• [Your objective] Comb through the entries for "label" and pull out each line that holds it.
►
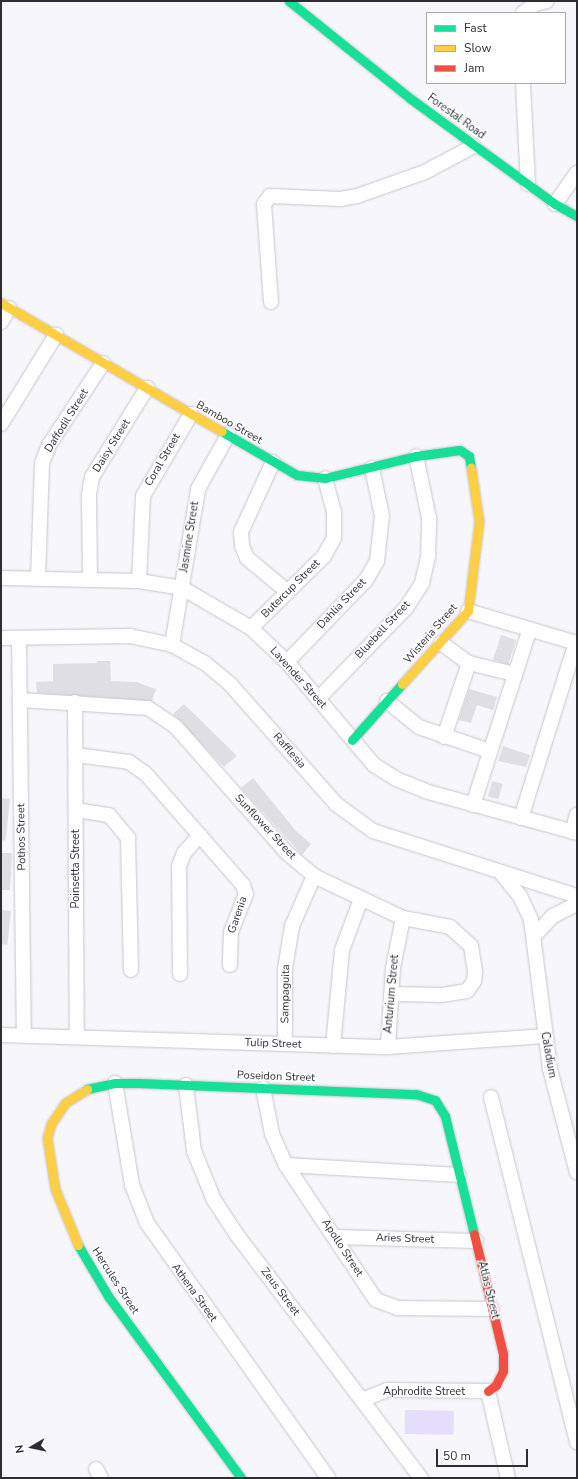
<!DOCTYPE html>
<html>
<head>
<meta charset="utf-8">
<style>
  body { margin:0 }
  #map { position:relative; width:578px; height:1479px; overflow:hidden; background:#f7f6fb; font-family:"Nunito Sans",sans-serif }
  div>[style] { position:absolute }
  [style*='--x'] { left:calc(var(--x)*1px); top:calc(var(--y)*1px); width:calc(var(--w)*1px); rotate:calc(var(--a)*1deg) }
  .green>* { inset:0; background:#e4defa; transform-origin:0 0 }
  .building>* { inset:0; background:#dfdee3; transform-origin:0 0 }
  .roads { filter:drop-shadow(0 0 1px #c7c6cb) drop-shadow(0 0 1px #c7c6cb) }
  .street>* { height:14px; margin:-7px; padding:0 7px; transform-origin:7px; border-radius:7px; background:#fefefe }
  .fast>* { height:9px; margin:-4.5px; padding:0 4.5px; transform-origin:4.5px; border-radius:4.5px; background:#16e098 }
  .slow>* { height:9px; margin:-4.5px; padding:0 4.5px; transform-origin:4.5px; border-radius:4.5px; background:#ffcf43 }
  .jam>* { height:9px; margin:-4.5px; padding:0 4.5px; transform-origin:4.5px; border-radius:4.5px; background:#f24e42 }
  span { translate:-50% -50%; white-space:nowrap; text-align:center; line-height:1.15; -webkit-text-stroke:3px #fff; paint-order:stroke }
  .street-label { font-size:11px; color:#2e2d32 }
  .frame { position:absolute; inset:0; border:2px solid #2e2d32; pointer-events:none }
  .legend { position:absolute; left:426px; top:12px; width:140px; height:72px; box-sizing:border-box; background:#fff; border:1px solid #ababad; margin:0; padding:5px 7px; list-style:none; font-size:12px; color:#2e2d32 }
  .legend li { display:flex; align-items:center; gap:8px; height:20px }
  .legend b { width:20px; border:1px solid #ababad }
  .north { position:absolute; left:12px; top:1427px; width:40px; height:40px; -webkit-text-stroke:3px #fff; paint-order:stroke; rotate:261deg; font-size:11px; font-weight:700; line-height:16px; text-align:center; color:#2e2d32 }
  .north::after { content:''; display:block; margin:auto; width:14px; height:18px; background:#2e2d32; clip-path:polygon(50% 0,100% 100%,50% 72%,0 100%) }
  .scale { position:absolute; left:436px; top:1449px; width:92px; height:18px; box-sizing:border-box; border:2px solid #2e2d32; border-top:0; padding-left:5px; font-size:12px; line-height:14px; white-space:nowrap; color:#2e2d32; -webkit-text-stroke:3px #fff; paint-order:stroke }
</style>
</head>
<body>
<div id="map">
  <div class="green">
    <div style="left:405px;top:1410px;width:49px;height:24px;rotate:1deg"></div>
  </div>
  <div class="building">
    <div style="left:501px;top:635px;width:16px;height:26px;rotate:18deg"></div>
    <div style="clip-path:polygon(97px 661px,110px 661px,111px 681px,136px 682px,156px 689px,152px 701px,37px 693px,36px 682px,53px 681px,53px 664px,97px 663px)"></div>
    <div style="clip-path:polygon(469px 689px,497px 697px,493px 710px,477px 705px,471px 723px,459px 720px)"></div>
    <div style="clip-path:polygon(184px 704px,237px 756px,224px 767px,173px 714px)"></div>
    <div style="clip-path:polygon(503px 746px,530px 755px,526px 767px,498px 761px)"></div>
    <div style="clip-path:polygon(253px 778px,296px 831px,311px 844px,302px 855px,241px 788px)"></div>
    <div style="left:492px;top:781px;width:11px;height:16px;rotate:15deg"></div>
    <div style="left:1px;top:798px;width:9px;height:42px;rotate:6deg"></div>
    <div style="clip-path:polygon(1px 853px,12px 853px,10px 890px,1px 890px)"></div>
    <div style="left:1px;top:910px;width:10px;height:34px;rotate:6deg"></div>
  </div>
  <div class="roads">
    <div class="street">
      <div style="--x:523;--y:13;--w:15;--a:-37"></div>
      <div style="--x:535;--y:4;--w:12;--a:-14"></div>
      <div style="--x:523;--y:83;--w:101;--a:87.2"></div>
      <div style="--x:555;--y:204;--w:38;--a:-55"></div>
      <div style="--x:271;--y:302;--w:98;--a:-94.1"></div>
      <div style="--x:264;--y:204;--w:10;--a:-53"></div>
      <div style="--x:270;--y:196;--w:70;--a:2.5"></div>
      <div style="--x:340;--y:199;--w:17;--a:-10"></div>
      <div style="--x:357;--y:196;--w:72;--a:-19.4"></div>
      <div style="--x:425;--y:172;--w:55;--a:-28"></div>
      <div style="--x:1;--y:322;--w:16;--a:-60"></div>
      <div style="--x:1;--y:424;--w:105;--a:-58.3"></div>
      <div style="--x:273;--y:462;--w:77;--a:114.6"></div>
      <div style="--x:241;--y:532;--w:14;--a:86"></div>
      <div style="--x:242;--y:546;--w:13;--a:67"></div>
      <div style="--x:247;--y:558;--w:53;--a:39.7"></div>
      <div style="--x:1;--y:578;--w:138;--a:1.2"></div>
      <div style="--x:139;--y:581;--w:44;--a:9.2"></div>
      <div style="--x:182;--y:588;--w:80;--a:30.1"></div>
      <div style="--x:251;--y:628;--w:50;--a:43.4"></div>
      <div style="--x:287;--y:662;--w:135;--a:49.8"></div>
      <div style="--x:374;--y:765;--w:26;--a:32"></div>
      <div style="--x:396;--y:779;--w:31;--a:22"></div>
      <div style="--x:425;--y:791;--w:158;--a:15.4"></div>
      <div style="--x:38;--y:578;--w:115;--a:-88"></div>
      <div style="--x:42;--y:463;--w:19;--a:-69"></div>
      <div style="--x:49;--y:445;--w:98;--a:-56.6"></div>
      <div style="--x:90;--y:580;--w:86;--a:-90.7"></div>
      <div style="--x:89;--y:494;--w:17;--a:-80"></div>
      <div style="--x:92;--y:477;--w:105;--a:-58.3"></div>
      <div style="--x:139;--y:581;--w:85;--a:-87.3"></div>
      <div style="--x:143;--y:496;--w:95;--a:-59.7"></div>
      <div style="--x:468;--y:611;--w:114;--a:16.4"></div>
      <div style="--x:251;--y:628;--w:103;--a:-44.6"></div>
      <div style="--x:324;--y:556;--w:21;--a:-61"></div>
      <div style="--x:334;--y:538;--w:26;--a:-90"></div>
      <div style="--x:334;--y:512;--w:35;--a:-105"></div>
      <div style="--x:1;--y:638;--w:129;--a:-0.9"></div>
      <div style="--x:130;--y:636;--w:43;--a:12.1"></div>
      <div style="--x:172;--y:645;--w:38;--a:29"></div>
      <div style="--x:205;--y:663;--w:33;--a:40"></div>
      <div style="--x:230;--y:684;--w:160;--a:48.5"></div>
      <div style="--x:336;--y:804;--w:46;--a:36.1"></div>
      <div style="--x:373;--y:831;--w:214;--a:17.7"></div>
      <div style="--x:19;--y:639;--w:396;--a:89.3"></div>
      <div style="--x:441;--y:643;--w:34;--a:36"></div>
      <div style="--x:469;--y:663;--w:46;--a:13.7"></div>
      <div style="--x:172;--y:645;--w:158;--a:-80.5"></div>
      <div style="--x:198;--y:489;--w:62;--a:-60.9"></div>
      <div style="--x:287;--y:662;--w:114;--a:-46.1"></div>
      <div style="--x:366;--y:580;--w:22;--a:-60"></div>
      <div style="--x:377;--y:561;--w:45;--a:-83.7"></div>
      <div style="--x:382;--y:516;--w:49;--a:-101.8"></div>
      <div style="--x:318;--y:699;--w:127;--a:-46"></div>
      <div style="--x:406;--y:608;--w:30;--a:-57"></div>
      <div style="--x:422;--y:583;--w:28;--a:-77"></div>
      <div style="--x:428;--y:556;--w:38;--a:-88"></div>
      <div style="--x:429;--y:518;--w:63;--a:-101.8"></div>
      <div style="--x:20;--y:700;--w:128;--a:3.6"></div>
      <div style="--x:148;--y:708;--w:34;--a:34"></div>
      <div style="--x:176;--y:727;--w:168;--a:48.6"></div>
      <div style="--x:287;--y:853;--w:35;--a:40"></div>
      <div style="--x:314;--y:876;--w:98;--a:25.3"></div>
      <div style="--x:403;--y:918;--w:48;--a:10.8"></div>
      <div style="--x:450;--y:927;--w:28;--a:42"></div>
      <div style="--x:471;--y:946;--w:26;--a:81"></div>
      <div style="--x:475;--y:972;--w:9;--a:96"></div>
      <div style="--x:474;--y:981;--w:12;--a:125"></div>
      <div style="--x:467;--y:991;--w:25;--a:171"></div>
      <div style="--x:442;--y:995;--w:51;--a:-178.9"></div>
      <div style="--x:387;--y:701;--w:41;--a:39.1"></div>
      <div style="--x:419;--y:727;--w:75;--a:18.7"></div>
      <div style="--x:75;--y:702;--w:335;--a:89.7"></div>
      <div style="--x:444;--y:737;--w:78;--a:-71.3"></div>
      <div style="--x:76;--y:755;--w:53;--a:7.5"></div>
      <div style="--x:129;--y:762;--w:19;--a:35"></div>
      <div style="--x:145;--y:773;--w:149;--a:48.8"></div>
      <div style="--x:243;--y:885;--w:9;--a:72"></div>
      <div style="--x:246;--y:894;--w:41;--a:111.5"></div>
      <div style="--x:231;--y:932;--w:33;--a:92"></div>
      <div style="--x:473;--y:805;--w:185;--a:-72.1"></div>
      <div style="--x:76;--y:810;--w:33;--a:9"></div>
      <div style="--x:109;--y:815;--w:30;--a:50"></div>
      <div style="--x:128;--y:838;--w:132;--a:88.7"></div>
      <div style="--x:521;--y:818;--w:183;--a:-72.6"></div>
      <div style="--x:572;--y:832;--w:18;--a:-74"></div>
      <div style="--x:502;--y:874;--w:28;--a:51"></div>
      <div style="--x:520;--y:896;--w:26;--a:65"></div>
      <div style="--x:531;--y:920;--w:150;--a:82.7"></div>
      <div style="--x:550;--y:1069;--w:107;--a:75.4"></div>
      <div style="--x:535;--y:935;--w:26;--a:-47"></div>
      <div style="--x:553;--y:916;--w:27;--a:-27"></div>
      <div style="--x:180;--y:974;--w:108;--a:-90.5"></div>
      <div style="--x:179;--y:866;--w:14;--a:-69"></div>
      <div style="--x:184;--y:853;--w:24;--a:-48"></div>
      <div style="--x:1;--y:1035;--w:387;--a:1.8"></div>
      <div style="--x:388;--y:1047;--w:157;--a:-4"></div>
      <div style="--x:285;--y:1044;--w:75;--a:-90"></div>
      <div style="--x:285;--y:969;--w:44;--a:-80.8"></div>
      <div style="--x:292;--y:926;--w:55;--a:-66.3"></div>
      <div style="--x:333;--y:1046;--w:96;--a:-84.6"></div>
      <div style="--x:342;--y:950;--w:54;--a:-69.6"></div>
      <div style="--x:388;--y:1047;--w:79;--a:-86.4"></div>
      <div style="--x:393;--y:968;--w:51;--a:-78.7"></div>
      <div style="--x:115;--y:1083;--w:103;--a:80.5"></div>
      <div style="--x:132;--y:1185;--w:41;--a:68.5"></div>
      <div style="--x:147;--y:1223;--w:313;--a:54.6"></div>
      <div style="--x:186;--y:1085;--w:66;--a:83.1"></div>
      <div style="--x:194;--y:1151;--w:53;--a:67.8"></div>
      <div style="--x:214;--y:1200;--w:42;--a:56.7"></div>
      <div style="--x:237;--y:1235;--w:305;--a:52.9"></div>
      <div style="--x:263;--y:1088;--w:47;--a:78.9"></div>
      <div style="--x:272;--y:1134;--w:34;--a:66"></div>
      <div style="--x:286;--y:1165;--w:162;--a:56.3"></div>
      <div style="--x:376;--y:1300;--w:23;--a:20"></div>
      <div style="--x:398;--y:1308;--w:94;--a:0.6"></div>
      <div style="--x:491;--y:1097;--w:356;--a:76"></div>
      <div style="--x:286;--y:1165;--w:173;--a:3.3"></div>
      <div style="--x:335;--y:1237;--w:141;--a:1.6"></div>
      <div style="--x:362;--y:1400;--w:27;--a:-22"></div>
      <div style="--x:387;--y:1390;--w:101;--a:0.6"></div>
      <div style="--x:488;--y:1391;--w:89;--a:77.1"></div>
      <div style="--x:96;--y:1469;--w:10;--a:61"></div>
    </div>
    <div class="fast">
      <div style="--x:289;--y:1;--w:156;--a:38.8"></div>
      <div style="--x:411;--y:99;--w:178;--a:36.1"></div>
      <div style="--x:555;--y:204;--w:25;--a:29"></div>
      <div style="--x:221;--y:431;--w:88;--a:30.1"></div>
      <div style="--x:297;--y:475;--w:28;--a:6"></div>
      <div style="--x:325;--y:478;--w:94;--a:-13.6"></div>
      <div style="--x:416;--y:456;--w:44;--a:-7.8"></div>
      <div style="--x:460;--y:450;--w:11;--a:34"></div>
      <div style="--x:469;--y:456;--w:12;--a:81"></div>
      <div style="--x:352;--y:740;--w:75;--a:-48.2"></div>
      <div style="--x:87;--y:1089;--w:29;--a:-12"></div>
      <div style="--x:115;--y:1083;--w:23;--a:0"></div>
      <div style="--x:138;--y:1083;--w:278;--a:2.3"></div>
      <div style="--x:416;--y:1094;--w:20;--a:18"></div>
      <div style="--x:435;--y:1100;--w:19;--a:58"></div>
      <div style="--x:445;--y:1116;--w:122;--a:76.2"></div>
      <div style="--x:78;--y:1245;--w:59;--a:59.5"></div>
      <div style="--x:108;--y:1296;--w:225;--a:53.8"></div>
    </div>
    <div class="slow">
      <div style="--x:1;--y:303;--w:255;--a:30.2"></div>
      <div style="--x:402;--y:684;--w:98;--a:-47.9"></div>
      <div style="--x:468;--y:611;--w:91;--a:-83"></div>
      <div style="--x:479;--y:521;--w:54;--a:-98.6"></div>
      <div style="--x:78;--y:1245;--w:61;--a:-112.3"></div>
      <div style="--x:55;--y:1189;--w:52;--a:-98.9"></div>
      <div style="--x:47;--y:1138;--w:15;--a:-74"></div>
      <div style="--x:51;--y:1124;--w:25;--a:-56"></div>
      <div style="--x:65;--y:1103;--w:26;--a:-32"></div>
    </div>
    <div class="jam">
      <div style="--x:474;--y:1234;--w:123;--a:76.4"></div>
      <div style="--x:503;--y:1354;--w:17;--a:90"></div>
      <div style="--x:503;--y:1371;--w:16;--a:117"></div>
      <div style="--x:496;--y:1385;--w:10;--a:143"></div>
    </div>
  </div>
  <div class="street-label">
    <span style="left:456px;top:117px;rotate:36deg">Forestal Road</span>
    <span style="left:67px;top:421px;rotate:-58deg">Daffodil Street</span>
    <span style="left:229px;top:423px;rotate:30deg">Bamboo Street</span>
    <span style="left:112px;top:446px;rotate:-58deg">Daisy Street</span>
    <span style="left:163px;top:460px;rotate:-60deg">Coral Street</span>
    <span style="left:190px;top:537px;rotate:-81deg">Jasmine Street</span>
    <span style="left:291px;top:589px;rotate:-45deg">Butercup Street</span>
    <span style="left:342px;top:604px;rotate:-46deg">Dahlia Street</span>
    <span style="left:383px;top:630px;rotate:-47deg">Bluebell Street</span>
    <span style="left:431px;top:634px;rotate:-49deg">Wisteria Street</span>
    <span style="left:298px;top:678px;rotate:48deg">Lavender Street</span>
    <span style="left:289px;top:751px;rotate:49deg">Rafflesia</span>
    <span style="left:265px;top:827px;rotate:47deg">Sunflower Street</span>
    <span style="left:22px;top:837px;rotate:-91deg">Pothos Street</span>
    <span style="left:76px;top:869px;rotate:-90deg">Poinsetta Street</span>
    <span style="left:238px;top:915px;rotate:-71deg">Garenia</span>
    <span style="left:286px;top:994px;rotate:-89deg">Sampaguita</span>
    <span style="left:392px;top:994px;rotate:-85deg">Anturium Street</span>
    <span style="left:273px;top:1044px;rotate:2deg">Tulip Street</span>
    <span style="left:548px;top:1055px;rotate:80deg">Caladium</span>
    <span style="left:276px;top:1077px;rotate:2deg">Poseidon Street</span>
    <span style="left:405px;top:1239px;rotate:2deg">Aries Street</span>
    <span style="left:342px;top:1248px;rotate:57deg">Apollo Street</span>
    <span style="left:115px;top:1281px;rotate:57deg">Hercules Street</span>
    <span style="left:488px;top:1290px;rotate:76deg">Atlas Street</span>
    <span style="left:280px;top:1292px;rotate:53deg">Zeus Street</span>
    <span style="left:194px;top:1293px;rotate:54deg">Athena Street</span>
    <span style="left:424px;top:1392px">Aphrodite Street</span>
  </div>
  <div class="frame"></div>
  <ul class="legend">
  <li><b style="height:5px;background:#16e098"></b>Fast</li>
  <li><b style="height:5px;background:#ffcf43"></b>Slow</li>
  <li><b style="height:5px;background:#f24e42"></b>Jam</li>
  </ul>
  <div class="north">N</div>
  <div class="scale">50 m</div>
</div>
</body>
</html>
◄
• [Task output]
  .street-label { font-size:11px; color:#2e2d32 }
  <div class="street-label">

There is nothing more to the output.